Imagine a virtual copy of a factory production line. AI tools built into this virtual copy keep an eye on how well the machines are working. If the AI notices a small sign that an important part is wearing out, it can predict that the part might fail soon. The system then changes the workflow to reduce any problems, plans a maintenance check, and gives the repair team detailed information about what’s wrong.
By using digital twin technology with AI, industries can move from reactive to proactive management and transform how they maintain systems, predict issues, and optimize operations.
Digital Twins Examples
Digital twins have many use cases in different domains. Let’s discuss some example of digital twins.
Digital Twin in Spinal Surgery
A digital twin in spinal surgery is a detailed virtual replica of a real surgical operation. It captures both the static setup (like the operating room and patient anatomy) and the dynamic actions (like the surgeon’s movements and tool tracking) in one coherent 3D model. A digital twin is a virtual simulation that mirrors an actual surgery, created by merging data from various sensors and imaging methods.
Digital photograph of a spinal surgery (left) and rendering of its digital twin (right) (Source)

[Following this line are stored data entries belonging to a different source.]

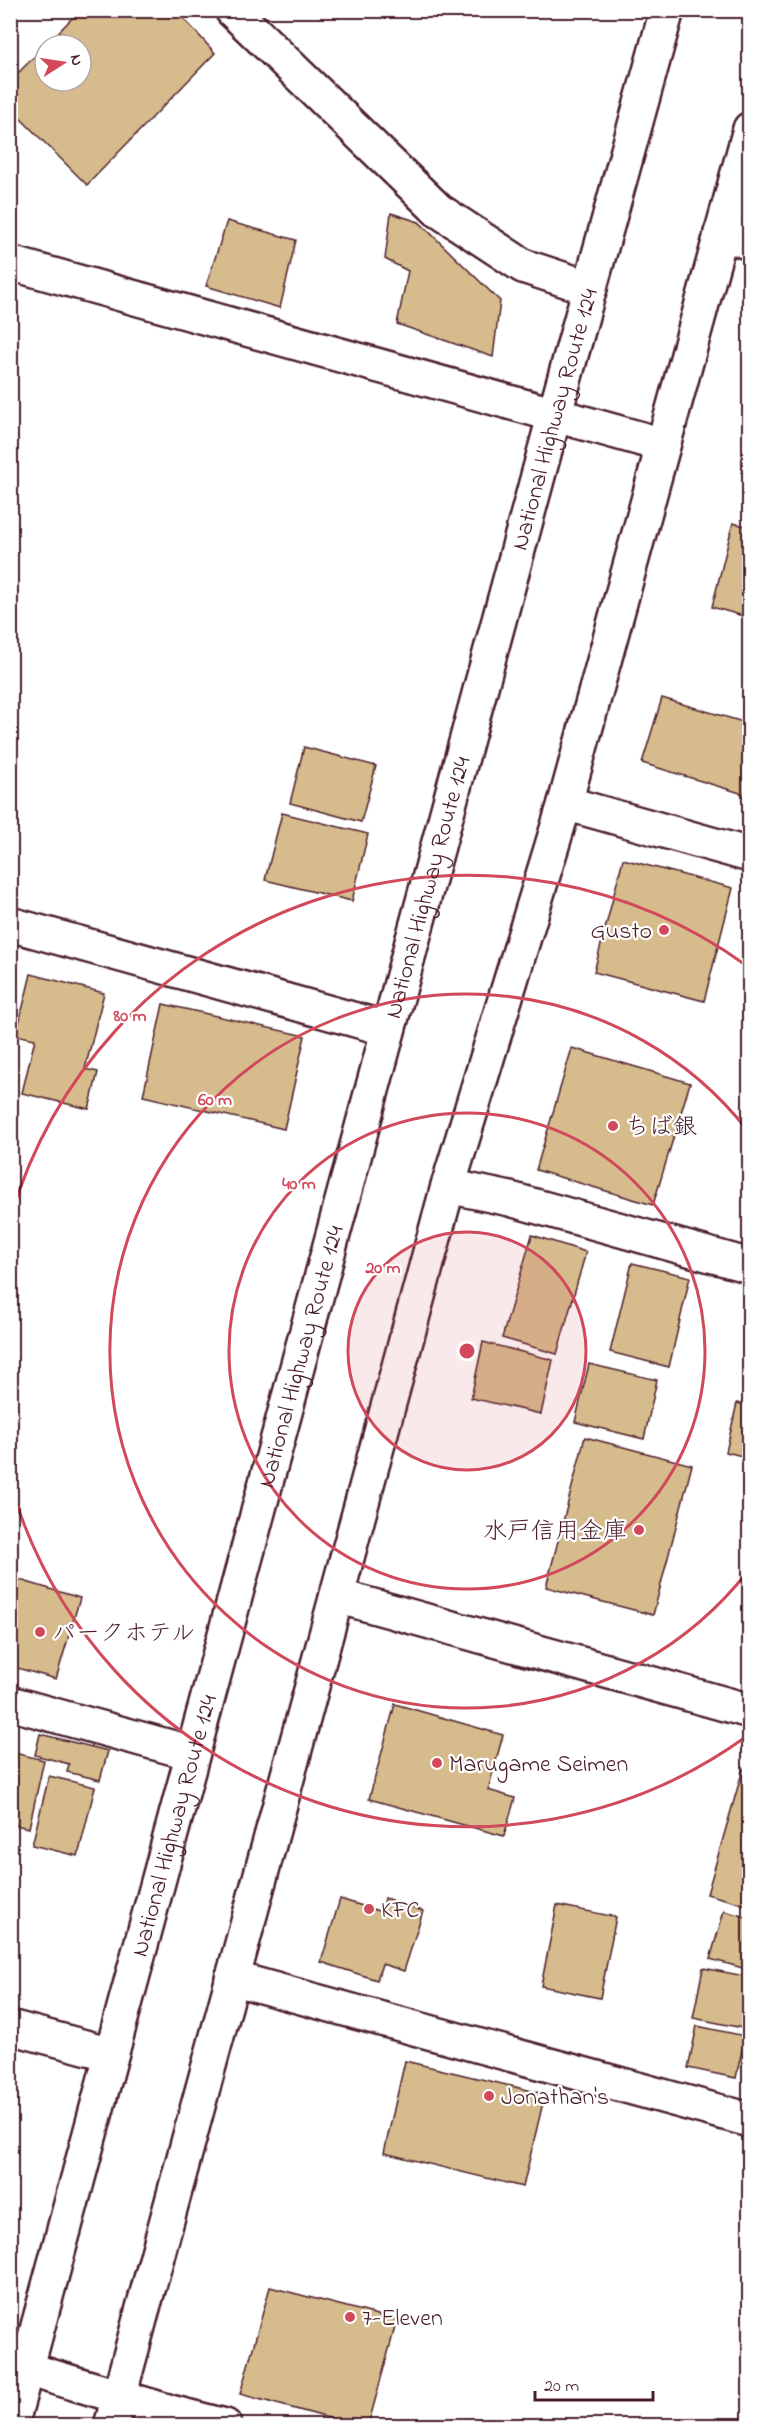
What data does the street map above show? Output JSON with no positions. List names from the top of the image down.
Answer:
{
  "streets": {
    "main road": ["National Highway Route 124"]
  },
  "places": [
    "Gusto",
    "ちば銀",
    "水戸信用金庫",
    "パークホテル",
    "Marugame Seimen",
    "KFC",
    "Jonathan's",
    "7-Eleven"
  ],
  "scale_bar": "20 m",
  "north": "right",
  "rings": [
    "80 m",
    "60 m",
    "40 m",
    "20 m"
  ]
}
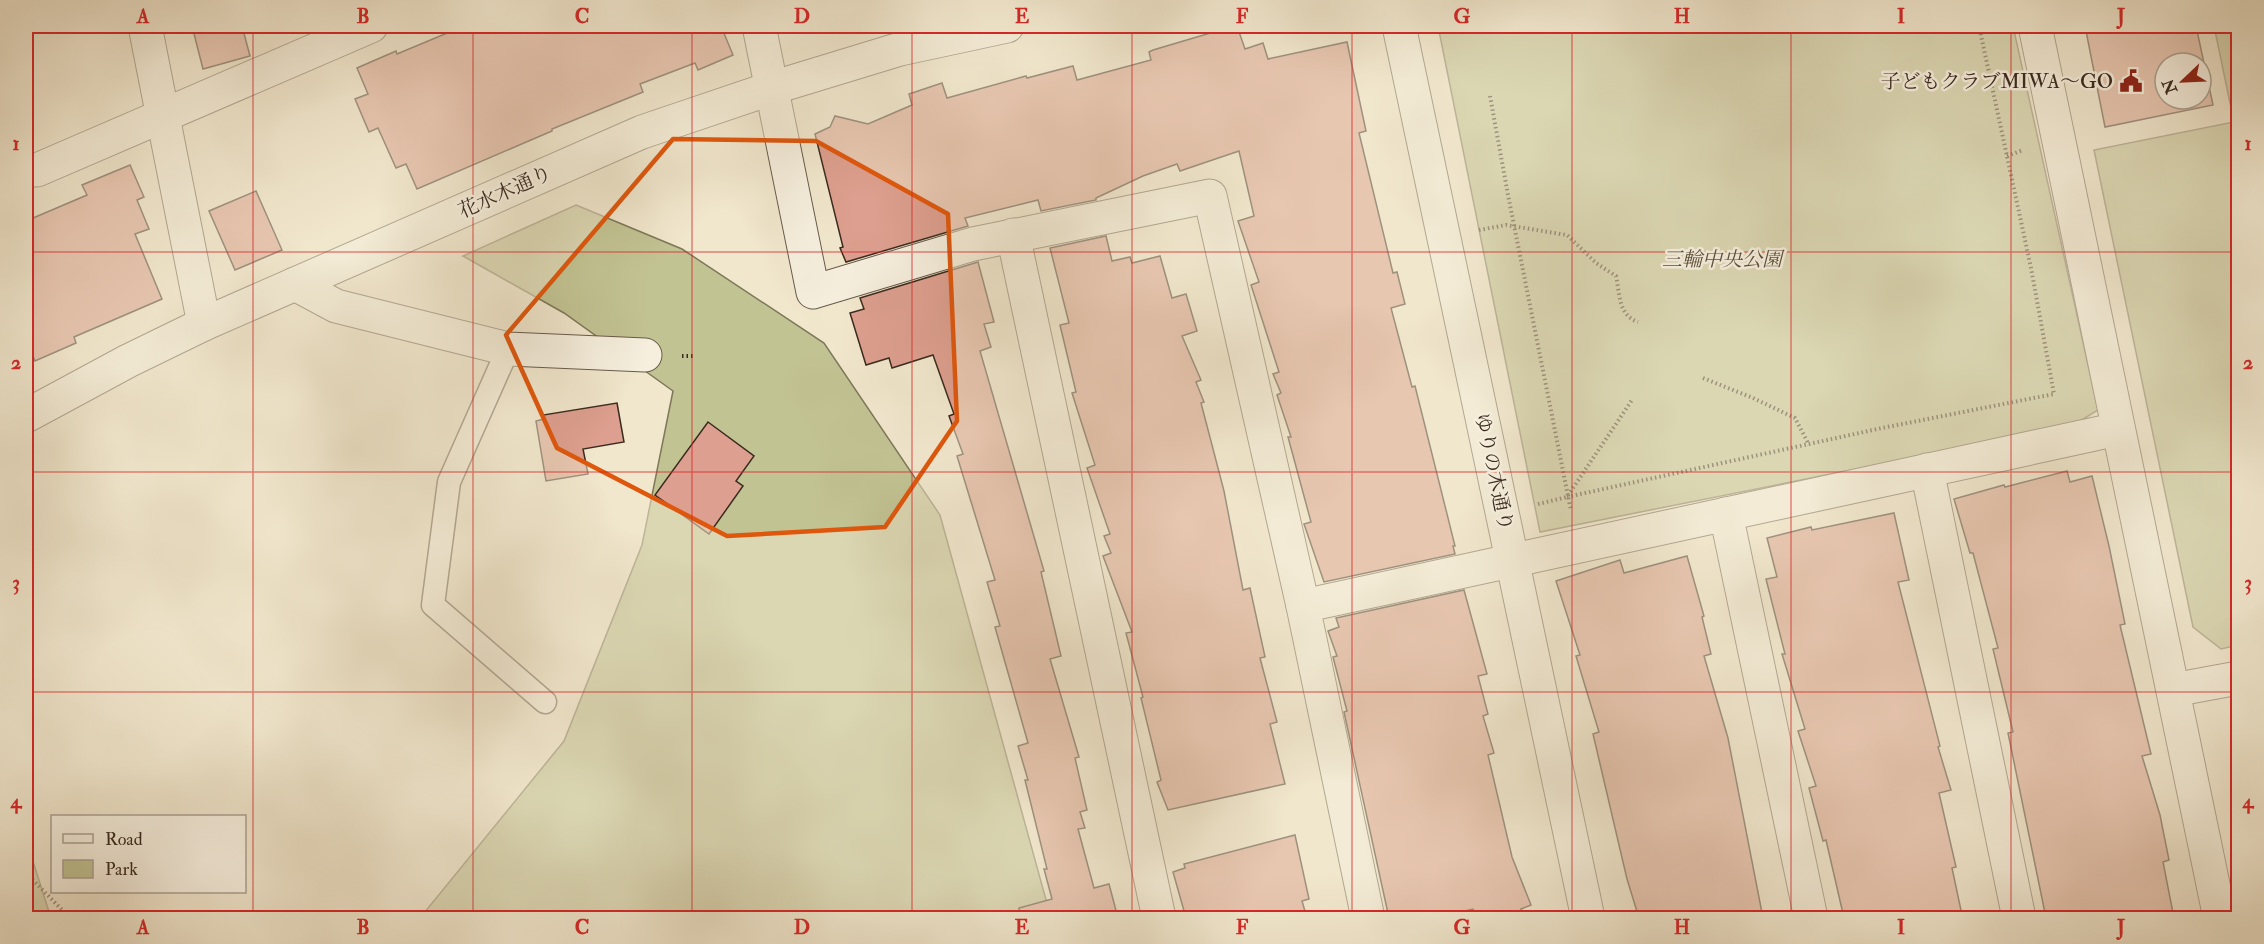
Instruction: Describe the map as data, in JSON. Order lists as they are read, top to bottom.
{
  "streets": {
    "street": ["花水木通り", "ゆりの木通り"]
  },
  "parks": ["三輪中央公園"],
  "places": {
    "public building": ["子どもクラブMIWA～GO"]
  },
  "legend": ["Road", "Park"],
  "north": "bottom left",
  "grid": {
    "columns": [
      "A",
      "B",
      "C",
      "D",
      "E",
      "F",
      "G",
      "H",
      "I",
      "J"
    ],
    "rows": [
      "1",
      "2",
      "3",
      "4"
    ]
  }
}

Following are the main components of this digital twin system.
- Reference Frame: A high-precision 3D map of the operating room is built using multiple laser scans. Markers are placed in the room to fuse these scans into one common coordinate system.
- Static Models: The operating room, equipment, and patient anatomy are modeled using photogrammetry (detailed photos) and 3D modeling software. This produces realistic textures and accurate dimensions.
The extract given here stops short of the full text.